Isolationism has generally not worked very well for the US. It invariably leads to the development of world trends that just plain suck, and the US then has to go and kick in some heads to get things back to normal.
This is the subtle face of isolationism.
Because of this line:
Salvation does not lie abroad. It's here at home.
This is the most craven line I've read lately: it's nothing less than an abrogation of responsibility, an abandonment of principal, a bowing to an inevitability that hasn't even happened.
And this is the biggest lie I have seen in a long time:
The truth is that the United States, with rare exceptions, has demonstrated little talent for changing the way others live. We have enjoyed far greater success in making necessary adjustments to our own way of life, preserving and renewing what we value most. Early in the 20th century, Progressives rounded off the rough edges of the Industrial Revolution, deflecting looming threats to social harmony. During the Depression, FDR's New Deal reformed capitalism and thereby saved it. Here lies the real genius of American politics.
This isn't the truth: as a matter of a fact, it's the opposite of the truth.

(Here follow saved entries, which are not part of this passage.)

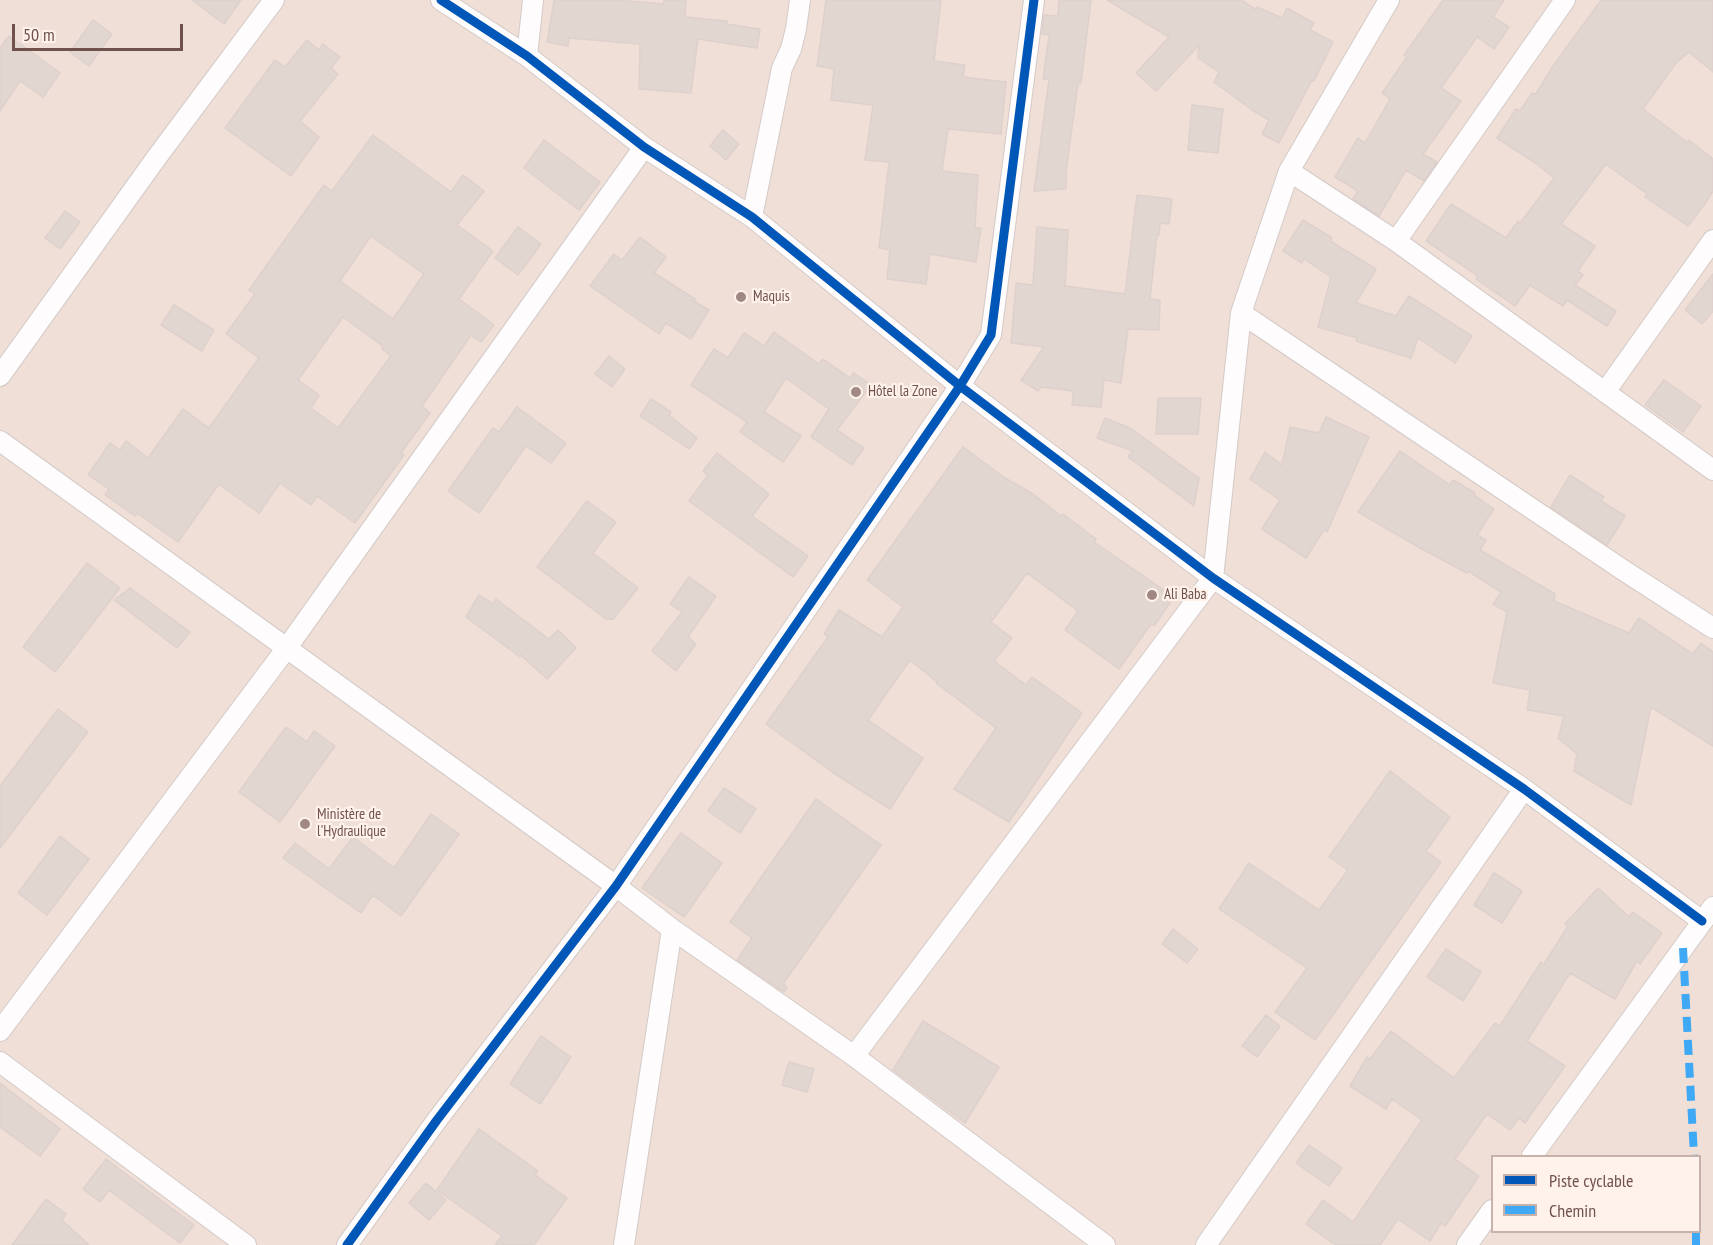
<!DOCTYPE html>
<meta charset="utf-8">
<style>
body{margin:0}
#map{position:relative;width:1713px;height:1245px;overflow:hidden;background:#f6eee9;font-family:"PT Sans Narrow",sans-serif}
canvas{display:block}
.legend{position:absolute;left:1491px;top:1155px;width:210px;height:78px;box-sizing:border-box;background:#fef2ea;border:2px solid #c6b2ab;margin:0;padding:8px 10px;list-style:none;font-size:18px;color:#71514c}
.legend li{display:flex;align-items:center;gap:12px;height:30px}
.legend b{width:30px;border:2px solid #c6b2ab}
.scale{position:absolute;left:12px;top:24px;width:171px;height:27px;box-sizing:border-box;border:3px solid #71514c;border-top:0;padding-left:8px;font-size:18px;line-height:21px;white-space:nowrap;color:#71514c;-webkit-text-stroke:4px #fef2ea;paint-order:stroke}
</style>
<div id="map">
<canvas width="1713" height="1245"></canvas>
<ul class="legend">
<li><b style="height:8px;background:#0057b8"></b>Piste cyclable</li>
<li><b style="height:8px;background:#3fa9f5"></b>Chemin</li>
</ul>
<div class="scale">50 m</div>
</div>
<script>
const ctx = document.querySelector('canvas').getContext('2d');
ctx.lineJoin = 'round';
function fillPath(path, color) {
  ctx.fillStyle = color;
  ctx.fill(path, 'evenodd');
}
function shape(rows) {
  const path = new Path2D();
  for (const r of rows) {
    path.moveTo(r[0], r[1]);
    for (let i = 2; i < r.length; i += 2) path.lineTo(r[i], r[i + 1]);
  }
  return path;
}
function strokePath(path, color, width, dash) {
  ctx.strokeStyle = color;
  ctx.lineWidth = width;
  ctx.lineCap = dash ? 'butt' : 'round';
  ctx.setLineDash(dash || []);
  ctx.stroke(path);
}
function drawText(font, color, halo, rows, align = 'center') {
  ctx.font = font + ' "PT Sans Narrow",sans-serif';
  ctx.lineWidth = 4.5;
  ctx.setLineDash([]);
  ctx.textBaseline = 'middle';
  ctx.strokeStyle = halo;
  ctx.fillStyle = color;
  for (const [text, x, y, turn = 0] of rows) {
    ctx.save();
    ctx.translate(x, y);
    ctx.rotate((+turn || 0) * Math.PI / 180);
    ctx.textAlign = isNaN(turn) ? turn : align;
    if (halo) ctx.strokeText(text, 0, 0);
    ctx.fillText(text, 0, 0);
    ctx.restore();
  }
}
fillPath(shape([
 [0,0,1713,0,1713,1245,0,1245],
 [1492,1156,1700,1156,1700,1232,1492,1232]
]), '#efdfd7');
const building = shape([
 [192,0,241,0,224,24,192,0],
 [554,0,616,0,663,4,664,0,686,0,685,17,727,21,726,24,760,29,757,48,698,39,691,93,639,89,640,44,569,38,568,46,547,42,554,0],
 [826,0,941,0,934,61,965,65,963,77,1006,82,1001,134,948,129,942,171,978,175,975,228,981,228,976,262,930,254,926,284,887,279,890,250,879,248,889,162,865,160,873,105,831,100,834,69,817,66,826,0],
 [1059,0,1091,0,1081,83,1078,83,1066,172,1066,189,1034,191,1049,79,1043,79,1049,35,1042,34,1044,15,1058,16,1059,0],
 [1107,0,1241,0,1255,9,1257,7,1282,18,1287,8,1314,23,1310,30,1333,42,1314,81,1312,80,1279,143,1262,134,1269,120,1252,110,1214,82,1219,72,1198,58,1199,45,1156,91,1136,73,1169,37,1107,0],
 [1443,0,1504,0,1493,17,1509,27,1494,49,1477,37,1441,88,1461,101,1423,154,1437,162,1424,181,1406,170,1379,216,1353,199,1358,191,1335,177,1358,138,1365,143,1390,99,1382,93,1407,57,1404,55,1443,0],
 [1601,0,1713,0,1713,72,1689,52,1676,63,1643,109,1687,142,1689,140,1713,159,1713,191,1704,205,1688,226,1645,197,1647,194,1606,164,1561,224,1595,246,1578,271,1583,275,1575,285,1616,311,1607,326,1567,300,1563,306,1530,285,1515,306,1476,279,1478,276,1426,241,1451,204,1506,238,1518,221,1520,223,1554,178,1537,164,1497,138,1516,109,1520,111,1532,93,1536,94,1551,69,1601,0],
 [93,20,112,34,89,66,70,52,93,20],
 [9,36,60,73,43,97,20,81,0,111,0,48,9,36],
 [307,40,319,50,323,44,340,57,331,68,338,74,300,121,319,137,291,176,225,128,275,60,285,67,307,40],
 [1192,105,1223,109,1218,153,1188,150,1192,105],
 [723,130,739,144,726,160,710,146,723,130],
 [373,135,451,192,463,175,484,191,457,225,493,251,459,299,494,325,481,342,471,335,422,406,430,413,401,453,404,455,355,523,317,496,311,505,280,483,259,513,219,484,178,542,137,513,135,516,105,495,109,489,88,475,110,443,120,450,126,441,148,458,183,409,209,428,259,358,226,334,255,294,249,290,324,185,332,191,373,135],
 [371,236,424,274,393,319,340,281,371,236],
 [343,317,384,347,382,349,391,356,338,428,311,408,319,395,298,380,343,317],
 [544,140,600,182,579,210,524,168,544,140],
 [1137,195,1172,199,1169,224,1160,223,1159,235,1157,235,1150,299,1160,300,1159,330,1128,329,1121,383,1104,380,1101,407,1072,405,1073,391,1041,387,1038,391,1021,380,1044,347,1011,343,1016,283,1033,285,1037,227,1068,230,1065,286,1125,294,1137,195],
 [65,211,80,222,60,249,45,238,65,211],
 [1303,220,1332,238,1330,241,1376,269,1356,303,1396,316,1409,296,1472,336,1455,363,1418,338,1411,358,1356,341,1357,338,1318,327,1331,277,1304,259,1302,263,1283,251,1303,220],
 [518,227,541,244,518,275,495,258,518,227],
 [640,237,666,257,654,273,695,299,694,301,709,310,691,339,666,323,659,334,590,286,614,254,622,260,640,237],
 [1713,274,1713,311,1702,324,1685,310,1713,274],
 [174,305,214,330,202,351,161,325,174,305],
 [774,332,819,364,823,359,850,378,854,373,871,385,837,430,864,448,852,465,811,437,829,409,786,378,764,412,801,436,783,462,740,432,747,422,691,385,714,349,728,358,744,333,764,346,774,332],
 [609,356,625,369,612,387,595,374,609,356],
 [1664,380,1701,406,1683,432,1645,405,1664,380],
 [1158,398,1201,398,1198,434,1156,434,1158,398],
 [651,399,671,412,669,415,697,438,689,449,640,416,651,399],
 [517,407,566,443,551,463,526,446,479,513,448,491,493,428,499,432,517,407],
 [1326,417,1369,437,1327,532,1324,530,1306,558,1262,529,1280,500,1250,479,1265,452,1282,465,1290,427,1319,433,1326,417],
 [1105,418,1130,428,1199,478,1194,506,1128,457,1133,451,1097,438,1105,418],
 [963,447,1005,478,1033,494,1061,516,1063,514,1096,539,1094,542,1174,597,1154,626,1151,624,1119,669,1065,630,1078,611,1027,573,991,622,1012,638,994,661,1026,685,1032,677,1082,713,1009,822,954,789,996,728,936,683,937,682,910,660,868,720,923,758,890,809,835,774,766,724,828,637,824,634,839,610,882,637,903,607,867,580,963,447],
 [1400,451,1450,485,1453,480,1475,493,1474,495,1494,509,1477,535,1486,540,1480,550,1555,594,1554,601,1629,633,1639,618,1693,654,1701,643,1713,652,1713,746,1651,707,1631,805,1574,771,1577,754,1558,738,1564,716,1527,710,1530,690,1493,683,1507,612,1493,604,1501,592,1468,571,1467,573,1422,549,1358,512,1400,451],
 [717,453,769,494,752,516,808,556,793,577,689,501,708,475,703,471,717,453],
 [1570,475,1604,497,1601,501,1625,516,1607,545,1551,507,1570,475],
 [587,501,616,522,593,553,638,588,613,619,606,619,537,567,587,501],
 [87,563,120,588,55,672,23,647,87,563],
 [689,577,716,596,688,637,696,644,676,671,652,651,682,612,670,604,689,577],
 [130,588,190,632,177,648,114,600,130,588],
 [479,595,493,604,496,599,549,639,558,630,576,648,547,679,521,655,520,657,466,617,479,595],
 [58,709,88,732,0,848,0,786,58,709],
 [286,727,307,742,314,731,335,746,280,822,239,792,286,727],
 [1390,771,1450,817,1426,851,1441,862,1315,1040,1275,1012,1307,968,1219,909,1249,863,1319,910,1348,870,1329,857,1390,771],
 [724,788,756,809,740,833,708,811,724,788],
 [816,799,881,845,783,984,787,987,784,992,737,960,752,938,730,922,816,799],
 [431,814,459,834,401,916,373,895,361,913,283,858,295,843,329,869,353,837,394,868,431,814],
 [681,833,722,863,684,917,642,888,681,833],
 [60,836,89,859,47,915,18,893,60,836],
 [1494,873,1522,891,1502,923,1474,905,1494,873],
 [1598,888,1629,917,1633,912,1662,933,1640,964,1637,961,1615,999,1570,973,1527,1041,1565,1066,1525,1123,1519,1118,1510,1130,1487,1114,1455,1159,1479,1176,1445,1226,1441,1223,1430,1241,1398,1219,1380,1245,1336,1245,1306,1224,1323,1200,1353,1222,1422,1120,1392,1099,1386,1109,1350,1086,1367,1057,1370,1059,1391,1031,1454,1078,1495,1023,1500,1026,1541,962,1544,964,1568,926,1565,924,1598,888],
 [1173,929,1198,949,1187,963,1162,944,1173,929],
 [1446,949,1481,972,1463,1001,1427,977,1446,949],
 [1266,1015,1280,1026,1257,1057,1242,1046,1266,1015],
 [923,1021,999,1067,965,1123,893,1070,923,1021],
 [541,1036,571,1057,540,1104,510,1084,541,1036],
 [789,1062,814,1069,807,1092,782,1085,789,1062],
 [0,1083,60,1129,40,1156,0,1127,0,1083],
 [479,1129,538,1171,535,1175,567,1198,534,1245,495,1245,502,1236,437,1190,479,1129],
 [1309,1145,1342,1168,1329,1186,1296,1163,1309,1145],
 [106,1159,194,1225,180,1243,109,1190,100,1202,83,1189,106,1159],
 [426,1183,446,1200,429,1220,409,1203,426,1183],
 [46,1199,66,1214,62,1220,89,1245,12,1245,46,1199]
]);
fillPath(building, '#e2d6d1');
strokePath(building, '#ded0cc', 1.5);
const minor = shape([
 [441,0,527,56,644,147,752,217,960,386,1213,578,1524,789,1702,921],
 [527,56,533,0],
 [1289,171,1396,241,1713,470],
 [752,217,782,68,791,49,796,29,800,0],
 [1396,241,1565,0],
 [1241,313,1623,570,1713,628],
 [0,376,157,157,274,0],
 [1605,392,1713,240],
 [0,441,616,886,672,929,854,1056,1105,1245],
 [0,1031,286,649,644,147],
 [854,1056,1213,578,1241,313,1289,171,1389,0],
 [0,1062,246,1245],
 [1532,1156,1713,907],
 [347,1245,437,1120,616,886,960,386,991,335,1034,0],
 [624,1245,672,929],
 [1206,1245,1524,789],
 [1467,1245,1492,1210]
]);
strokePath(minor, '#d4cac7', 22);
strokePath(minor, '#fefcfc', 20);
strokePath(shape([
 [1683,948,1694,1156],
 [1696,1232,1696,1245]
]), '#3fa9f5', 8, [15, 8]);
strokePath(shape([
 [441,0,527,56,644,147,752,217,960,386,1213,578,1524,789,1702,921],
 [347,1245,437,1120,616,886,960,386,991,335,1034,0]
]), '#0057b8', 9);
for (const [x, y, r, color] of [
 [741,297,6,"#a08883"],
 [856,392,6,"#a08883"],
 [1152,595,6,"#a08883"],
 [305,824,6,"#a08883"]
]) {
  const dot = new Path2D();
  dot.arc(x, y, r, 0, 2 * Math.PI);
  ctx.fillStyle = color;
  ctx.fill(dot);
  strokePath(dot, '#fef2ea', 2);
}
drawText('15px', '#71514c', '#fef2ea', [
 ["Maquis",753,297],
 ["Hôtel la Zone",868,392],
 ["Ali Baba",1164,595],
 ["Ministère de",317,815],
 ["l'Hydraulique",317,832]
], 'left');
</script>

The US has been the world's greatest instrument for change that the world has ever seen: the ways that others live have been transformed. Germany and Japan, Korea, Iraq, every one in those countries has had their lives fundamentally altered, fundamentally changed. We are constantly re-inventing ourselves, making necessary adjustments: that's what free people do. Progressives today are the leading edge of a reactionary, isolationist movement that embodies the very worst in US politics, the woolly-headed Wilsonians.
The real genius of American politics is the wisdom of the American voter in choosing the right man for the job of President, based more on his leadership abilities and character than on any other aspect of his person. Hence Reagan and the younger Bush. Hence Kennedy.
The real genius of American politics is the wisdom of the American voter: when making a mistake, they learn from it and don't repeat it. Hence Jimmy Carter's single term of office.
For the United States, the prospect of permanent war now beckons.
Well into the first decade of this generational struggle, Americans remained oddly confused about its purpose. Is the aim to ensure access to cheap and abundant oil? Spread democracy? Avert nuclear proliferation? Perpetuate the American empire? Preserve the American way of life? From the outset, the enterprise that Gates now calls the "Long War" has been about all of these things and more.
The US did not decide to go to war, anymore than it did so in the 1940s, 1950s, 1960s, 1970s, 1980s, 1990s and the first decade of the 21st century. War was brought to us, or was waged against our interests: the decision to take down Iraq was the decision to start putting a stop to state-sponsored terrorism in the Middle East, to finish the job begun in 1991.
And it's not so much that Americans are "oddly confused" about its purpose: it's that the pundits and hacks are confused by the fundamental support for the war. The only sentence that makes sense here is that this war is about all of those things: however, the writer is clearly incapable of understanding that there can be more than one cause or more than one effect of any given event, preferring instead the simplistic and naive belief that everything can be reduced to a single causality or a single effect, the sign of a small mind.
Again, for those liberals with reading difficulties (sorry, I repeat myself): the long war here is not the war that the US wages, but rather the war that is waged against the US.
Nothing more, nothing less.
This writer would have you tire of it, would have you be exhausted by it, would have you snivel and crawl back to the safe haven.
The best way to fight this war is to take it to the enemy and destroy their ability to wage war by changing the way that people that they hide behind live.
Anything else is the face of isolationism, a face that refuses to see how the world is, preferring to cut the US off from the rest of the world, preferring to think that the US doesn't need the rest of the world and vice versa.
Gee, that worked soooo well for the US leading up to WW1 and also up to WW2. That worked so well for Korea, for Vietnam, for the decades of the Cold War, where the world was a zero-sum game with the Soviets.
That way lies not madness, but the inevitability of greater conflagration and even greater deaths.